Biochem Biophys Res Commun. 1999 Feb 24;255(3):731-4.
Capacity of a low calcium diet to induce the renal vitamin D 1a-hydroxylase is decreased in adult rats.

Armbrecht HJ, Hodam TL, Boltz MA, Kumar VB.

Geriatric Research, Education, and Clinical Center, St. Louis VA Medical Center, St. Louis, Missouri, 63125, USA. hjarmbreol.com

Young animals adapt to a low calcium diet by increasing renal production of 1,25-dihydroxyvitamin D [1,25(OH)2D], the active metabolite of vitamin D. However, the capacity of adult animals to adapt is markedly diminished. With the recent cloning of the cytochrome P450 component (CYP1a) of the renal 1-hydroxylase enzyme complex, it is now possible to determine directly the effect of dietary calcium and maturation on the expression of renal 1-hydroxylase. Using a ribonuclease protection assay, it was found that feeding a low Ca diet markedly increased renal CYP1a mRNA levels in young rats. However, feeding this diet to adult rats produced an increase in CYP1a mRNA that was only 10% that of the young rats. These studies demonstrate that a low calcium diet increases renal 1,25-dihydroxyvitamin D production in young animals but not in adult animals by increasing CYP1a expression. Since the low calcium diet increased plasma parathyroid hormone levels to similar levels in both age groups, this suggests that in the adult there is a renal refractoriness to parathyroid hormone. 1999 Academic Press.

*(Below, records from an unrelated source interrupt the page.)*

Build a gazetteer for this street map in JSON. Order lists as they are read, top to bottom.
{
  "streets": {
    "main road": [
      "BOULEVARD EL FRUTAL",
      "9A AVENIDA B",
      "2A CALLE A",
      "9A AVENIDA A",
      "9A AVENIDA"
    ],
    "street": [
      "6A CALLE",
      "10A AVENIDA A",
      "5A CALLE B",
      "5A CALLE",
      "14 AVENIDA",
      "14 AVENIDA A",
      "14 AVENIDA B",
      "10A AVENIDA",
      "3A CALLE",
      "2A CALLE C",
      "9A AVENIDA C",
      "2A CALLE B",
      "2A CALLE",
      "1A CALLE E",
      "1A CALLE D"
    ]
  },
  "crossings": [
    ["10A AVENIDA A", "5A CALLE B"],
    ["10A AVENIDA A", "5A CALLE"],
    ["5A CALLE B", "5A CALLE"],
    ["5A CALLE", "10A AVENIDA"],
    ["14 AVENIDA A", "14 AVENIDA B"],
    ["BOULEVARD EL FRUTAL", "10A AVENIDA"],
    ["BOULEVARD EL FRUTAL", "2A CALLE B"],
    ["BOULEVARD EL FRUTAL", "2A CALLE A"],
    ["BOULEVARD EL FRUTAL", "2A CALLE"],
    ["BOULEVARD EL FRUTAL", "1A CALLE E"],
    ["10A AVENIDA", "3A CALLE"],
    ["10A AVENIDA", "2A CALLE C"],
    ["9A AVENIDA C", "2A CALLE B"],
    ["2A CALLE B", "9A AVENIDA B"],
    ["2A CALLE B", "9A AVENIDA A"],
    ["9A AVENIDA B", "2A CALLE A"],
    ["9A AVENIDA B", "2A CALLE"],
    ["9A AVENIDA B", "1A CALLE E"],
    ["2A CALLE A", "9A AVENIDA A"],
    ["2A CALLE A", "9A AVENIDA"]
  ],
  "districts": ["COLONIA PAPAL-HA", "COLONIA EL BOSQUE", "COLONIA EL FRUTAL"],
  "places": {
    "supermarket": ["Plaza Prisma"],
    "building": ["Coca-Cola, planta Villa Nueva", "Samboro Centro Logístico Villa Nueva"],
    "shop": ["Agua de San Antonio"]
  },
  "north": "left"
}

online pharmacy ref. source: www.ncbi.nlm.nih.gov/entrez/query.fcgi?cmd=Retrieve&db=PubMed&list_uids=10049779&dopt=Abstract

Toxicol Sci. 1998 Dec;46(2):294-9.
Evidence for Ah receptor mediation of increased ACTH concentrations in primary cultures of rat anterior pituitary cells exposed to TCDD.

Bestervelt LL, Pitt JA, Piper WN.

Toxicology Department, NSF International, Ann Arbor, Michigan 48105, USA.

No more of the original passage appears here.